* WHAT NEEDS TO BE DONE
From the entries, copy out every line in which the word "linecap" is found.

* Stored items
☆ ☆ ☆ ☆ ☆ ☆ ☆

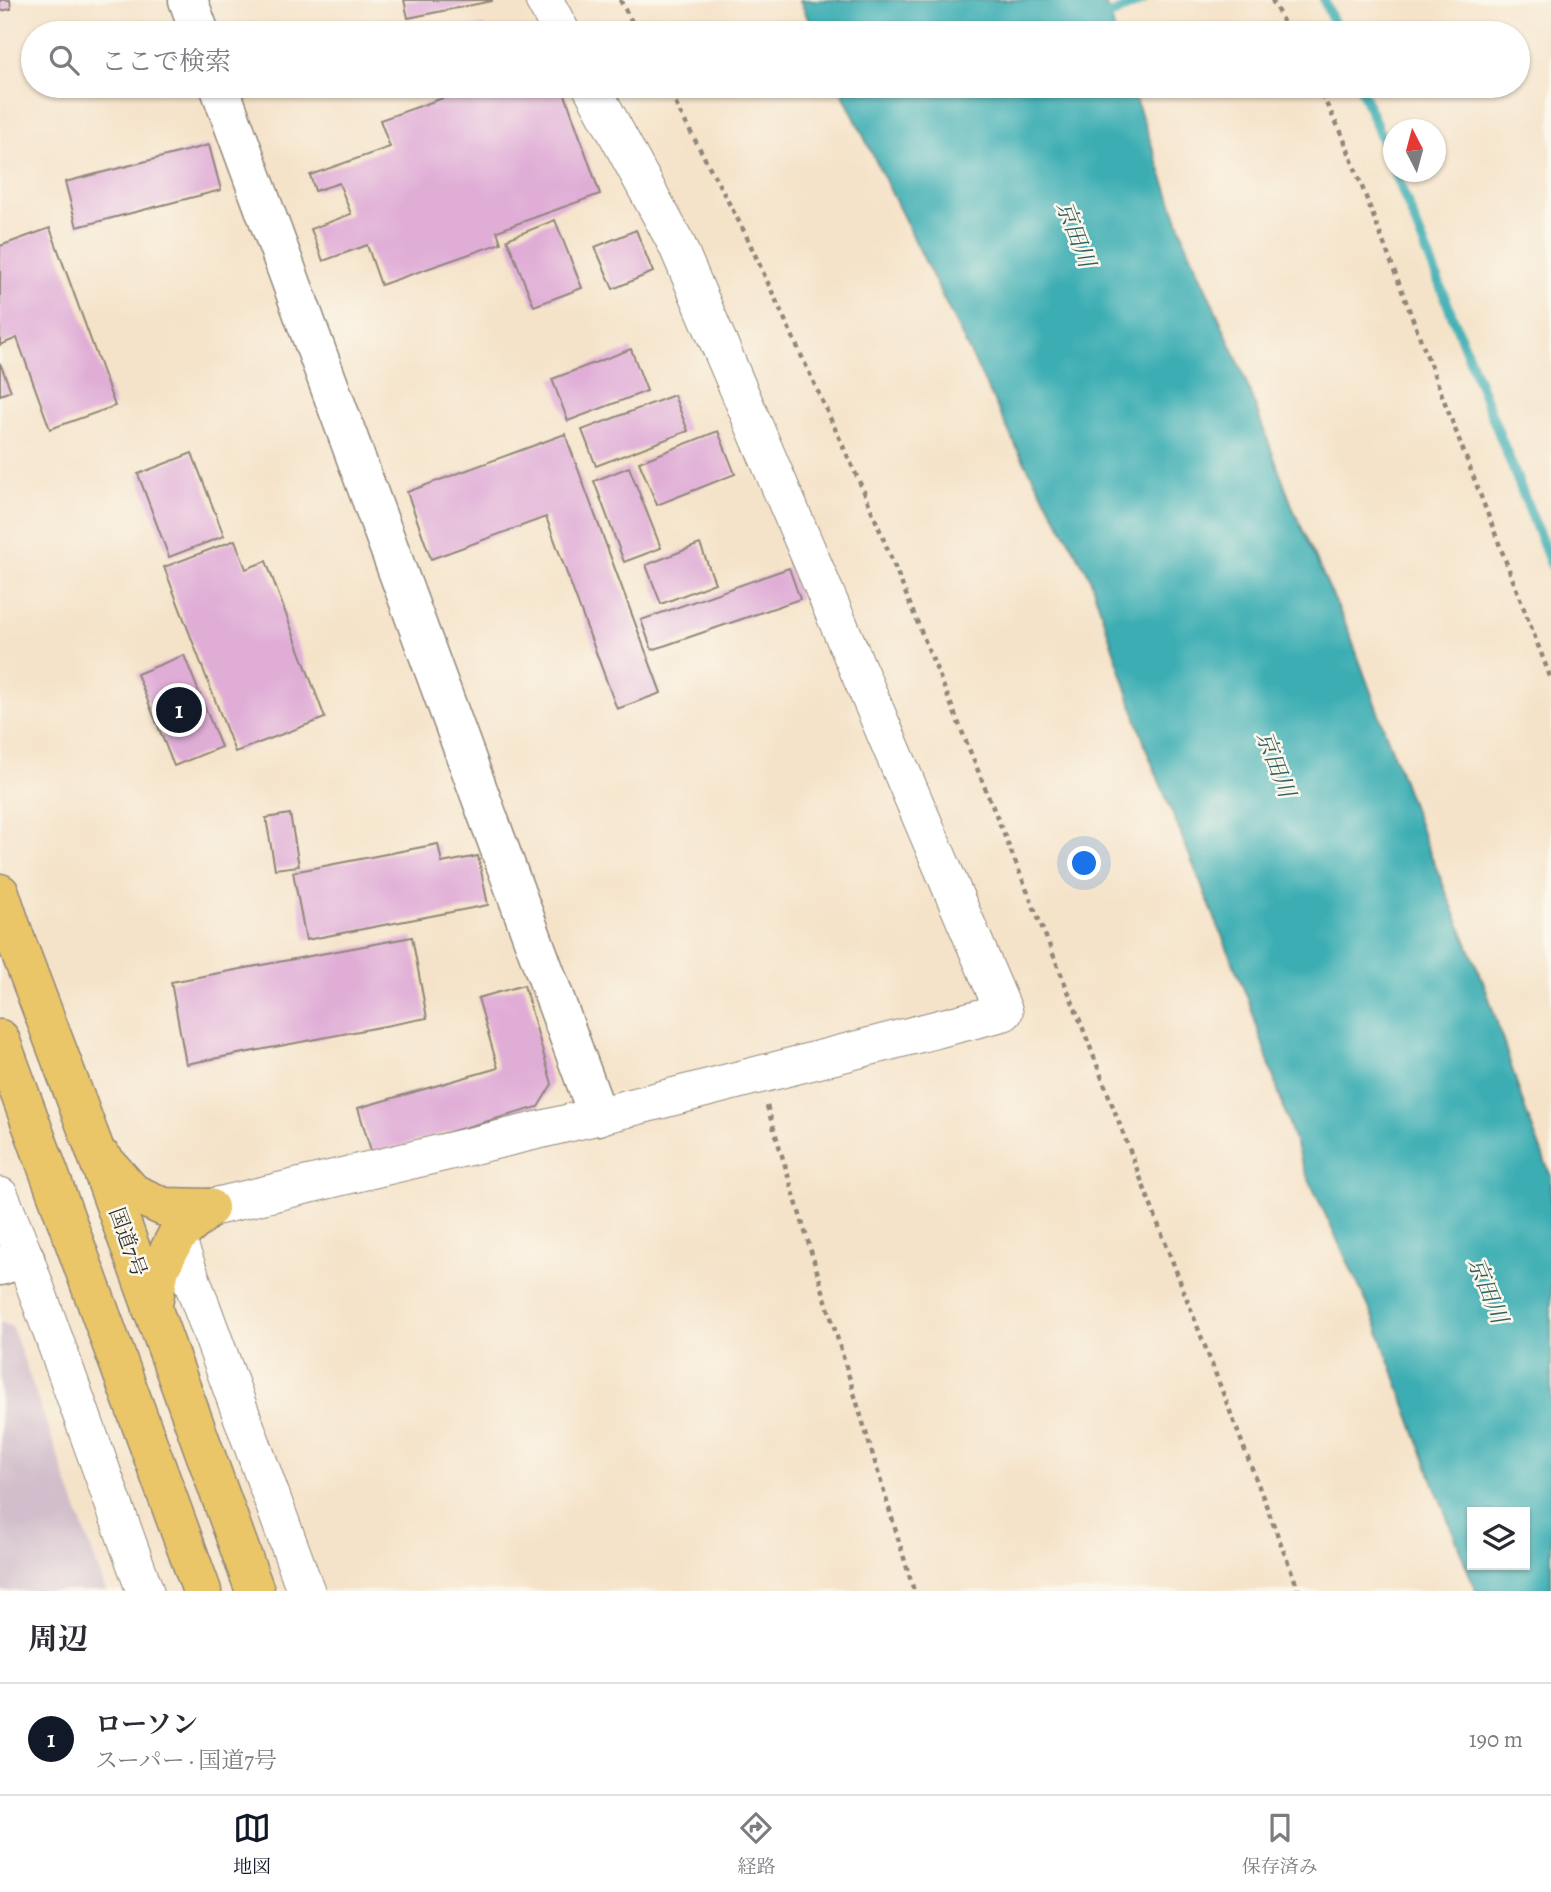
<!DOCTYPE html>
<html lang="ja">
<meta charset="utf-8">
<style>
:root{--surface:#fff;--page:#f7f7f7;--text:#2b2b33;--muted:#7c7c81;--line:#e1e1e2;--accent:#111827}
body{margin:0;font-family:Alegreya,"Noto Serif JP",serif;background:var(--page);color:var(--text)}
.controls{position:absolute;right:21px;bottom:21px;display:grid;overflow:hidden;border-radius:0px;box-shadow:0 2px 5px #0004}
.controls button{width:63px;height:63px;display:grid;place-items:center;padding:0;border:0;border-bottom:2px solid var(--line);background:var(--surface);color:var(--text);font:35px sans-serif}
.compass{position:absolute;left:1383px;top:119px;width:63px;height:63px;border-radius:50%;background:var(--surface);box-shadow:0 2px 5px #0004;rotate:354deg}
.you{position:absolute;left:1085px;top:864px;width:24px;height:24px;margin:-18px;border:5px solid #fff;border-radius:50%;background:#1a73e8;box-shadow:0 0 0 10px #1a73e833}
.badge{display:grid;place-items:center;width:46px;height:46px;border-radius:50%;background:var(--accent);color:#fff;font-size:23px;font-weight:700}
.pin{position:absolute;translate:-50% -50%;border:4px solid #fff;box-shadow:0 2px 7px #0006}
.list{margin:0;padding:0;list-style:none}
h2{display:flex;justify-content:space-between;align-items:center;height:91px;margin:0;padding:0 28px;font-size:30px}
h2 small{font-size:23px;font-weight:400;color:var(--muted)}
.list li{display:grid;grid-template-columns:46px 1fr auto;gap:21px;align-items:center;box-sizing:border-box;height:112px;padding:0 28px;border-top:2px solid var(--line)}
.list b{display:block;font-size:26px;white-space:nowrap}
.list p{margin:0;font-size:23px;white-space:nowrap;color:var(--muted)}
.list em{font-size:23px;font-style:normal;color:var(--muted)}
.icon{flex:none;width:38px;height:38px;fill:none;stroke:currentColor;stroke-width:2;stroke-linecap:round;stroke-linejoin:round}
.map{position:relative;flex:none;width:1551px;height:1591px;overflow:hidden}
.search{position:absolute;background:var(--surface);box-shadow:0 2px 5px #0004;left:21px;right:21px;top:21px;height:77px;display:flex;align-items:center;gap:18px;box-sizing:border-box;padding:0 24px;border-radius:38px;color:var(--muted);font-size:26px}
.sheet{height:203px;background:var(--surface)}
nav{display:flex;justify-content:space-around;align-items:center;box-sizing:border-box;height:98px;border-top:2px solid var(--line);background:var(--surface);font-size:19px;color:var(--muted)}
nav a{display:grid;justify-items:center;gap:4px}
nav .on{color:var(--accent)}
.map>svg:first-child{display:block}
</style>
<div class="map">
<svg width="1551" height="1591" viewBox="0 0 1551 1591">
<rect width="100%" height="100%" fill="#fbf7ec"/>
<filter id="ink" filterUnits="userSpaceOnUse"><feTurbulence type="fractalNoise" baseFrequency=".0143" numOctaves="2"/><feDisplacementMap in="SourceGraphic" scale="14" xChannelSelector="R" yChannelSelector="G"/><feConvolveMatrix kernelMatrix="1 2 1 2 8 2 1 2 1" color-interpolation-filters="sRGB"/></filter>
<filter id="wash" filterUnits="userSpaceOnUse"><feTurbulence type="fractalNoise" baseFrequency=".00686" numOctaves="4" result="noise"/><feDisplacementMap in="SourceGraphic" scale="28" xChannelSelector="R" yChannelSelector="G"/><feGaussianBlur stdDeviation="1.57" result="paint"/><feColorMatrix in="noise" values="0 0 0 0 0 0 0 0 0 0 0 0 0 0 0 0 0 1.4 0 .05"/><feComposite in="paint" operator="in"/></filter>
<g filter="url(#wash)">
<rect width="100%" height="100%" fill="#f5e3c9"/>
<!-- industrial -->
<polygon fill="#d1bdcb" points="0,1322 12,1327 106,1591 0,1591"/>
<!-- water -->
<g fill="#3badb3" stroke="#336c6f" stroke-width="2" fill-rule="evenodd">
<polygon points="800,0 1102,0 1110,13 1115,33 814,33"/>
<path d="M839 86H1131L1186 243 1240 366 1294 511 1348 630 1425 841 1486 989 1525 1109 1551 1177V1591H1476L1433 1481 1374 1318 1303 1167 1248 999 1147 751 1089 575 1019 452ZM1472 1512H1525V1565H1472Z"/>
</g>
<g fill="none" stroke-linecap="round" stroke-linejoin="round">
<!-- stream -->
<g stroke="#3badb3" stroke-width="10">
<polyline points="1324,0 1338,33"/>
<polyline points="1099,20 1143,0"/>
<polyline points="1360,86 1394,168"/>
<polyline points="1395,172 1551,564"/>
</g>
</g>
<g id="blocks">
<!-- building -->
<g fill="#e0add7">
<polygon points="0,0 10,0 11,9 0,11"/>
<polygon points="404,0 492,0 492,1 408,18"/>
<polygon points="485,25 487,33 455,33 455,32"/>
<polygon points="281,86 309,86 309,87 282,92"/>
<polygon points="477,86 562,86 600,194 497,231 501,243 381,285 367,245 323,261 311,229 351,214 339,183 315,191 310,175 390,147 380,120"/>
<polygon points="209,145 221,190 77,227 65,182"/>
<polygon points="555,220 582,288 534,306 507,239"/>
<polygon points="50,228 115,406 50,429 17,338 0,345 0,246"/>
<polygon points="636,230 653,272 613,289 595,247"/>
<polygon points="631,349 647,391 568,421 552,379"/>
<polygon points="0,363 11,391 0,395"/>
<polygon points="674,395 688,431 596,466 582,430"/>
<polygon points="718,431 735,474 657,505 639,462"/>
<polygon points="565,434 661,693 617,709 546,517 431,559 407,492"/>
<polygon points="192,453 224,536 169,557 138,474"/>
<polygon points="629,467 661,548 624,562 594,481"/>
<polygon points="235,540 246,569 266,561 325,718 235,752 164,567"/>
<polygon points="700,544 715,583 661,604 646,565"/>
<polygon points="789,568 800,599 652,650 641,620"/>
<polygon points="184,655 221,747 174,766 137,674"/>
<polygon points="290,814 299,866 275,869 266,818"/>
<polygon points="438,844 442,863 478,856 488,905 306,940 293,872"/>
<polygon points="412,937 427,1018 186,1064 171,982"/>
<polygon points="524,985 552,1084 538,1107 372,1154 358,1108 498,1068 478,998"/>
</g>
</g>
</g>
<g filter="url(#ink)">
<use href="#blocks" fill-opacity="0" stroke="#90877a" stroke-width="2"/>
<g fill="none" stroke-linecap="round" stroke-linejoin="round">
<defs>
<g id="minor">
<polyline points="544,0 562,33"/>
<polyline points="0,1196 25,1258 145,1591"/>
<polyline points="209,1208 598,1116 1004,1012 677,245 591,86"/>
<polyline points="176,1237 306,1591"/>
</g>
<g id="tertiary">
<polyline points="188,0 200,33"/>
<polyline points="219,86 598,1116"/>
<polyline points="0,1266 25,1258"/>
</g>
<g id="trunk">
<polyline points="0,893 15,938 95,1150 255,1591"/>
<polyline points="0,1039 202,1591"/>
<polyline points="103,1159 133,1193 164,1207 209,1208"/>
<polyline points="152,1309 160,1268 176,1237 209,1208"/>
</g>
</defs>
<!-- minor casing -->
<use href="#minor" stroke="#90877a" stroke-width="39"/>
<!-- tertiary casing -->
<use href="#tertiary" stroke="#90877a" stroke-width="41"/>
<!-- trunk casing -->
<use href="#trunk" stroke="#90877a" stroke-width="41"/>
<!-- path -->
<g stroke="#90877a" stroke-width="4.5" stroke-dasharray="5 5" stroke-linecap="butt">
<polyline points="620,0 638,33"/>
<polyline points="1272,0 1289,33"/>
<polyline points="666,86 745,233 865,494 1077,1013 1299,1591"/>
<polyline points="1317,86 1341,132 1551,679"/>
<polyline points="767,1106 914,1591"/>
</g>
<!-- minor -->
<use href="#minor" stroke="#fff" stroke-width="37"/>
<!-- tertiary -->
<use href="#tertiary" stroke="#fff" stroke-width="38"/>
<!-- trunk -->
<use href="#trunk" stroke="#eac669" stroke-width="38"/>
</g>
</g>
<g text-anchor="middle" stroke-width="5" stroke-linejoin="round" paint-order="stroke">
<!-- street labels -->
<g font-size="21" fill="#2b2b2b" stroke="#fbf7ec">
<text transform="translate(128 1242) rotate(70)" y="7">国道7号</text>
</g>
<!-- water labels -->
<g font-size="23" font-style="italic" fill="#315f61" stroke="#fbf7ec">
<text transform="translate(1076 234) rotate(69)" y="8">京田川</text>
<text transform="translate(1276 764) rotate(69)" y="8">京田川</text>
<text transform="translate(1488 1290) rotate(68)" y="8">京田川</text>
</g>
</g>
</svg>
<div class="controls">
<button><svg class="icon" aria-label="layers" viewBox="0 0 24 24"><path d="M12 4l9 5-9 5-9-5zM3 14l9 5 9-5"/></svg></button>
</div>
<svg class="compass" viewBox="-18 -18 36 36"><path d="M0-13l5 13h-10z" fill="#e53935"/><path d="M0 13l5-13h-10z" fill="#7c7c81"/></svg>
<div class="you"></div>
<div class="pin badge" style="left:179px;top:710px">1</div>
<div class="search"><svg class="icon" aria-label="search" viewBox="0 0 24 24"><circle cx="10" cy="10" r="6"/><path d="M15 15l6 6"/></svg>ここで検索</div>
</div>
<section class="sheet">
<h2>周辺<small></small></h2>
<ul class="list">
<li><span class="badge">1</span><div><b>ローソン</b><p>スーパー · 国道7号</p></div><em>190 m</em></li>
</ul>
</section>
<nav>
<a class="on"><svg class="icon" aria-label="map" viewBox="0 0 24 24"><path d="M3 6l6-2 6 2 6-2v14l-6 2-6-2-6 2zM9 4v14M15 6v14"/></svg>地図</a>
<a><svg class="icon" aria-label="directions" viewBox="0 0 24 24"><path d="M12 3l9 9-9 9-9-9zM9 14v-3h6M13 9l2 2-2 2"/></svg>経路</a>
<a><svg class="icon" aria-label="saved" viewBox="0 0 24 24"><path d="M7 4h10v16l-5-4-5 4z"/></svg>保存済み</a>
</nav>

☆ ☆ ☆ ☆ ☆ ☆ ☆

* SOLVED PROBLEM
.icon{flex:none;width:38px;height:38px;fill:none;stroke:currentColor;stroke-width:2;stroke-linecap:round;stroke-linejoin:round}
<g fill="none" stroke-linecap="round" stroke-linejoin="round">
<g fill="none" stroke-linecap="round" stroke-linejoin="round">
<g stroke="#90877a" stroke-width="4.5" stroke-dasharray="5 5" stroke-linecap="butt">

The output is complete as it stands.